Nice! I see what you mean by it being not-quite an enriched category, since there's a different tensor product operation for composition at each object.

But what if we did something slightly different: what if the enrichment sends a pair of objects \$$A,B\$$ not to the sequence of path lengths \$$\mathscr{P}(A,B)\$$ but to the "reduced" sequence \$$\mathscr{R}(A,B) = \mathscr{P}(A,B) \div \mathscr{P}(B,B)\$$? I think this sequence counts something like "Paths from \$$A\$$ to \$$B\$$ of length \$$n\$$ that don't meet \$$B\$$ before the end of the path."
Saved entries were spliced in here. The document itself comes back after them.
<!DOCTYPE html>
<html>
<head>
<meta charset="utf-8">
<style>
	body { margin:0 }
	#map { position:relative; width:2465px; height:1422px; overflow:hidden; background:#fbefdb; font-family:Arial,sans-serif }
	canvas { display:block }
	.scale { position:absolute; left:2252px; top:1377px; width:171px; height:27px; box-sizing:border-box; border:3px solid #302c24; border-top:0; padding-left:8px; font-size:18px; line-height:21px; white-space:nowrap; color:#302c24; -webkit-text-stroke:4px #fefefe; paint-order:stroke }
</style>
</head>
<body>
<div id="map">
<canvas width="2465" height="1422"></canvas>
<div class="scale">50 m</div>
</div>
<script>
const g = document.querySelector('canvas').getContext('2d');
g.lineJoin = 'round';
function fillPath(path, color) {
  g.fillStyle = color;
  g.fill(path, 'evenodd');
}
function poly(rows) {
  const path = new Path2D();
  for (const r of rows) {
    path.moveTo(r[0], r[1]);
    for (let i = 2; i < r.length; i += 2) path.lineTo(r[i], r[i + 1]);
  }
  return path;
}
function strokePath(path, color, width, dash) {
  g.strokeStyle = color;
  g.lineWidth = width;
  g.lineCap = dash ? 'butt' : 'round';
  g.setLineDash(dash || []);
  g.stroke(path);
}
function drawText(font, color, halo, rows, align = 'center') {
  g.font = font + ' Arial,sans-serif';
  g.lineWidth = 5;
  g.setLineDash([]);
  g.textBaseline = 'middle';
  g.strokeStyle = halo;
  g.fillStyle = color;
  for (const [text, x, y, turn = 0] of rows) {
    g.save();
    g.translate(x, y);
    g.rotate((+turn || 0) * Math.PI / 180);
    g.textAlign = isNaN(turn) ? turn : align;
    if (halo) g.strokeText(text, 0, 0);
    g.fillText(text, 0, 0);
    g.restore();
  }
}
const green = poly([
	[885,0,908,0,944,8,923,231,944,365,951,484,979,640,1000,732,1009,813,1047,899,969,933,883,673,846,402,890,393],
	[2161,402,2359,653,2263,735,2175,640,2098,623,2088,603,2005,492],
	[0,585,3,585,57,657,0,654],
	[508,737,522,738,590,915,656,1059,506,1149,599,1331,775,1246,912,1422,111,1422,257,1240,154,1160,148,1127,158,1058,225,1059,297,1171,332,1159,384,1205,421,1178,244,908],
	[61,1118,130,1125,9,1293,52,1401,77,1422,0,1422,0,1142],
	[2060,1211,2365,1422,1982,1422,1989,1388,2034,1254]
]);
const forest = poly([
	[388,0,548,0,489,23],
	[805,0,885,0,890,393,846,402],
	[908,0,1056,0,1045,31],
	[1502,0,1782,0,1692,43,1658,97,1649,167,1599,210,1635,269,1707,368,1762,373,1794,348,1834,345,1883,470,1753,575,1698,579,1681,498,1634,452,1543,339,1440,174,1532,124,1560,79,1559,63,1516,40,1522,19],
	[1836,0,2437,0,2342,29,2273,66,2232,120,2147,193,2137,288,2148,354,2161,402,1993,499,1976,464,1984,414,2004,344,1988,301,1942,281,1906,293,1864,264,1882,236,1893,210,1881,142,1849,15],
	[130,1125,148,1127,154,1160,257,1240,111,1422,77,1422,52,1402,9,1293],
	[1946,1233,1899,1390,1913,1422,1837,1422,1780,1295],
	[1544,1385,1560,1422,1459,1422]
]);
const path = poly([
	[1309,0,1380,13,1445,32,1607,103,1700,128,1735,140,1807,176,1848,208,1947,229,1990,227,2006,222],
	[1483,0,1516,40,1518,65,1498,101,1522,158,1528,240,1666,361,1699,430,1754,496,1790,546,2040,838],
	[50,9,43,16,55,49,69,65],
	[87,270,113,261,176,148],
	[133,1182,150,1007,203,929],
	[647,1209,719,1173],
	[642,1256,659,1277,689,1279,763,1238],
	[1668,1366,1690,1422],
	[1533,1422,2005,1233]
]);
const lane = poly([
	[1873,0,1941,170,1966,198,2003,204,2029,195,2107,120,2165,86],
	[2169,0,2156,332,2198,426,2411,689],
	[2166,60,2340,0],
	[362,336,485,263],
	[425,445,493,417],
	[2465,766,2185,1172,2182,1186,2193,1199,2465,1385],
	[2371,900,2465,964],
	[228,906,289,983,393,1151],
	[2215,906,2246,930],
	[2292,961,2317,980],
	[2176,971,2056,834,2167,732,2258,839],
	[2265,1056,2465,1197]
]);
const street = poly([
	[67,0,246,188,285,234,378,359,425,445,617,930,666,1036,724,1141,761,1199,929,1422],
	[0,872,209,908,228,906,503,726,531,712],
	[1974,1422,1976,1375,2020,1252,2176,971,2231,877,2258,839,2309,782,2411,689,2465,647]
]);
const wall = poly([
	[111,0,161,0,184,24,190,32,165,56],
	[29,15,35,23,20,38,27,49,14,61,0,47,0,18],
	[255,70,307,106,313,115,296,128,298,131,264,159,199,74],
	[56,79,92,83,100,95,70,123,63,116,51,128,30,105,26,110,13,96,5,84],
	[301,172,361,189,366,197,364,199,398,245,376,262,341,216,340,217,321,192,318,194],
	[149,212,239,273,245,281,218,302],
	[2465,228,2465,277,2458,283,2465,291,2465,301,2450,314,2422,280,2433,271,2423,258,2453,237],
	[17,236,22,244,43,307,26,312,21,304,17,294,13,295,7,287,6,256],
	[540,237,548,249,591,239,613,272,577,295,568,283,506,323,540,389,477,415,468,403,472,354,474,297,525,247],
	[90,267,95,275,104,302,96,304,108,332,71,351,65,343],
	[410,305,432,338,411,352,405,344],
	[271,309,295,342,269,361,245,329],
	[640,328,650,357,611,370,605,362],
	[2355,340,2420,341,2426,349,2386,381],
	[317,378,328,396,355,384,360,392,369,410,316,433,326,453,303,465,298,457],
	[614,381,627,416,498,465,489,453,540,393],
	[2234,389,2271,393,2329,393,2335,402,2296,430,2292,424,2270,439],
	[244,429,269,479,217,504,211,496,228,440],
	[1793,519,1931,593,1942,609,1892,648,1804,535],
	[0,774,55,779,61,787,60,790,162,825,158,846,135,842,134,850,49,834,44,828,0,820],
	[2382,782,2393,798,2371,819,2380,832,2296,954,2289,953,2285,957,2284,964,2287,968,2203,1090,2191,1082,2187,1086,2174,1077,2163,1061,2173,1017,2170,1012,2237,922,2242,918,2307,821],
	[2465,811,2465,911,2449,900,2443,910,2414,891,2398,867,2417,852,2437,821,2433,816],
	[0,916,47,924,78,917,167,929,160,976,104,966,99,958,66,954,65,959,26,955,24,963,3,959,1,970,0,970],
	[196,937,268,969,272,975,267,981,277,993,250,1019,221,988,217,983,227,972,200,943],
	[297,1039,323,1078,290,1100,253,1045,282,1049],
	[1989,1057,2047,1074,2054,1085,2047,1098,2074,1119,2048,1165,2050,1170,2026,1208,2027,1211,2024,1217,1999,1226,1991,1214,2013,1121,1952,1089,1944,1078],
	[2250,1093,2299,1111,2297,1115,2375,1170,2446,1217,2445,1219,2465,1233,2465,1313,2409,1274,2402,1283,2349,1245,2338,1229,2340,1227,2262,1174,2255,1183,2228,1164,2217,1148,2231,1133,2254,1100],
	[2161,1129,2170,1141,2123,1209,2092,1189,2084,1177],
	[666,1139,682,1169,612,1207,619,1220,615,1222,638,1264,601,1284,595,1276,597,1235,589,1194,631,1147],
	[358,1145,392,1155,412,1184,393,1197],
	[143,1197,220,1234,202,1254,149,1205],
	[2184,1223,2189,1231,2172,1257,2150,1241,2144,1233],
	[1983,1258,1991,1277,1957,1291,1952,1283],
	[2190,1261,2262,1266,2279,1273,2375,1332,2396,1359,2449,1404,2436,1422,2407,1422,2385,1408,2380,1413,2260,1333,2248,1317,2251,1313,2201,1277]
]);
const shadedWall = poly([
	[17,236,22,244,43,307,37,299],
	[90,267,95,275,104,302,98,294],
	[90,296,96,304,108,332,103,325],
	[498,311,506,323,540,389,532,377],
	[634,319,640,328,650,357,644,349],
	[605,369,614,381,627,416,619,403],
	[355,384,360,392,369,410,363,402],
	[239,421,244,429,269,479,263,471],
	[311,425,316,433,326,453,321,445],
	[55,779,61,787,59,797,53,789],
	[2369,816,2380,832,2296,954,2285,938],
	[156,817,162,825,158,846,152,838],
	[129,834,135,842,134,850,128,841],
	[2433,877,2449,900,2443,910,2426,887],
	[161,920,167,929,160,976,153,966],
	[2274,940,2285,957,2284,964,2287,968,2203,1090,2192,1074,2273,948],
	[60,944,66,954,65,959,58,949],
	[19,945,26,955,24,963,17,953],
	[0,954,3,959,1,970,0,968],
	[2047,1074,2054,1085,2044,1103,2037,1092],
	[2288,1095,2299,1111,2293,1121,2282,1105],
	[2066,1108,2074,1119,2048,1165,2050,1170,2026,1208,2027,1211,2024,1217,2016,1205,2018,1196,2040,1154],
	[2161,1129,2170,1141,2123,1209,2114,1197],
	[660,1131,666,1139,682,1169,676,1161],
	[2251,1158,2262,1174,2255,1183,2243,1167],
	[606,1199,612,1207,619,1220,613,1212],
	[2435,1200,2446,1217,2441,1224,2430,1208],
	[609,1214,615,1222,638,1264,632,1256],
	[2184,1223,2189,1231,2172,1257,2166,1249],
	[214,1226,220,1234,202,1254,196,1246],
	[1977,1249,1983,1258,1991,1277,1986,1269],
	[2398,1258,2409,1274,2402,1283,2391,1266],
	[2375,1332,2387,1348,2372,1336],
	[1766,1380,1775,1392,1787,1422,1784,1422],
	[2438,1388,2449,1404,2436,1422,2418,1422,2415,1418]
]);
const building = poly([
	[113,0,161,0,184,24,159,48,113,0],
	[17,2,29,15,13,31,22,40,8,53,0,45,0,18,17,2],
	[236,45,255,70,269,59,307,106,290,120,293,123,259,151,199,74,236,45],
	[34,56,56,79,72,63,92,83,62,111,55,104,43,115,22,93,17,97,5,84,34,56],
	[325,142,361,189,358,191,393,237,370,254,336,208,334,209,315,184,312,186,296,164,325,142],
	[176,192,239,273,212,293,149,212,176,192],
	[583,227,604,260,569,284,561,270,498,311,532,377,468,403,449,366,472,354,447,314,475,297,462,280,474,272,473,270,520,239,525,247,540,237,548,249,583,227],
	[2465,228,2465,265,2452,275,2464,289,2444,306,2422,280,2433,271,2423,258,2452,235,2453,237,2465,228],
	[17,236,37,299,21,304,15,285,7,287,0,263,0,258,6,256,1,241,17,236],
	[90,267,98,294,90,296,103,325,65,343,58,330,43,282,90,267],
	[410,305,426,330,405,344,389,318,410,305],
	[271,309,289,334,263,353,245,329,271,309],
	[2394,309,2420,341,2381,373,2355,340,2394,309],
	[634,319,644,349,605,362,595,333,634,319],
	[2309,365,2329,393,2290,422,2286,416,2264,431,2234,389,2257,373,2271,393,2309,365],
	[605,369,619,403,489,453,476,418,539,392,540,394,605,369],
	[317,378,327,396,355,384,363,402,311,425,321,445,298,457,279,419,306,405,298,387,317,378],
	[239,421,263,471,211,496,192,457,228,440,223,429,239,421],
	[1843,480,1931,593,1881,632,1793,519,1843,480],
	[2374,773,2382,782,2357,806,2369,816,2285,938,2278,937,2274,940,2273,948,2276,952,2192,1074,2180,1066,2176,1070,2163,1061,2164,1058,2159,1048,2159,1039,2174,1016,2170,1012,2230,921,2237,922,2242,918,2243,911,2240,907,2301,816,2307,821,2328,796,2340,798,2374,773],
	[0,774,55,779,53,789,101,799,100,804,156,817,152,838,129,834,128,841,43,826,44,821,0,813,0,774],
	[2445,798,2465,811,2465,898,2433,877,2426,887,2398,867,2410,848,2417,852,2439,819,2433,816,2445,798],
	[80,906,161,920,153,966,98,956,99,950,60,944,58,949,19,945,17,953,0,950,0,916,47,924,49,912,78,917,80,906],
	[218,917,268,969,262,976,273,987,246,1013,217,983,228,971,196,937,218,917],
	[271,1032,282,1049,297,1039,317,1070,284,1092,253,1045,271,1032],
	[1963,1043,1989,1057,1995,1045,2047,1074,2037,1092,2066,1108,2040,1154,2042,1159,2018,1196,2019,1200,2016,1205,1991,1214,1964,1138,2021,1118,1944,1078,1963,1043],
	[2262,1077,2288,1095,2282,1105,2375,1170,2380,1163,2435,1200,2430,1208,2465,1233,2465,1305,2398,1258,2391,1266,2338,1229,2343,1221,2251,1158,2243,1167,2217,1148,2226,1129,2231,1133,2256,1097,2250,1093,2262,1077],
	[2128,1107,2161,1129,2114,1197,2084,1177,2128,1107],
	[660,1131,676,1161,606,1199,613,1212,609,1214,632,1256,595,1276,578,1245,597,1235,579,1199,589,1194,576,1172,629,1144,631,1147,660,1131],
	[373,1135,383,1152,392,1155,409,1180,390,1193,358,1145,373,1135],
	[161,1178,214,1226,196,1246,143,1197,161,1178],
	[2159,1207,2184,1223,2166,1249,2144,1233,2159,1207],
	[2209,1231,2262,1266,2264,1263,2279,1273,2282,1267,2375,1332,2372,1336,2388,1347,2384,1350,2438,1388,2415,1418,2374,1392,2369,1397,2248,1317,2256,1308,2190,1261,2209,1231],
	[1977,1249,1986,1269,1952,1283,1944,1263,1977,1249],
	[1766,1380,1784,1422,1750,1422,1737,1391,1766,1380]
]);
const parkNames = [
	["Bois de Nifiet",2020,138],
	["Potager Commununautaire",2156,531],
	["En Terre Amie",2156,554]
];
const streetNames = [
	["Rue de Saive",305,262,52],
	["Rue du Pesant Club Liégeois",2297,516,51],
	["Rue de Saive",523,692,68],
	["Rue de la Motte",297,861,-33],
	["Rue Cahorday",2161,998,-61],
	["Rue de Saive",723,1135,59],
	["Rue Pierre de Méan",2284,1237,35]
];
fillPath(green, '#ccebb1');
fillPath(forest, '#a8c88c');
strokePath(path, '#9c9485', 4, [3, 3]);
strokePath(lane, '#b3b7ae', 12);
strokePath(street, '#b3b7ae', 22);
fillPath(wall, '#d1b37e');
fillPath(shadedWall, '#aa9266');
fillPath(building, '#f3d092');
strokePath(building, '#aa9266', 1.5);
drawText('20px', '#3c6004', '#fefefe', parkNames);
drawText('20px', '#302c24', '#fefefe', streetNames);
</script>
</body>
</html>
Regardless, then we'd have (assuming that if \$$N\leq M\$$ then \$$N\div P \leq M\div P\$$)

\$\mathscr{R}(A,B) \ast \mathscr{R}(B,C) = \mathscr{P}(A,B) \div \mathscr{P}(B,B) \ast \mathscr{P}(B,C) \div \mathscr{P}(C,C)\$
\$= (\mathscr{P}(A,B) \ast \mathscr{P}(B,C) \div \mathscr{P}(B,B)) \div \mathscr{P}(C,C) \$
\$\leq \mathscr{P}(A,C) \div \mathscr{P}(C,C)= \mathscr{R}(A,C).\$

Something tells me this can't work, though. If \$$\mathscr{R}(A,B)\$$ has the interpretation I mentioned, then if there exist paths \$$A\to B\$$ and \$$B\to A\$$ we must have \$$\mathscr{R}(A,B)\ast\mathscr{R}(B,A) \leq \mathscr{R}(A,A) = (1,0,0,\dots)\$$, which doesn't make sense.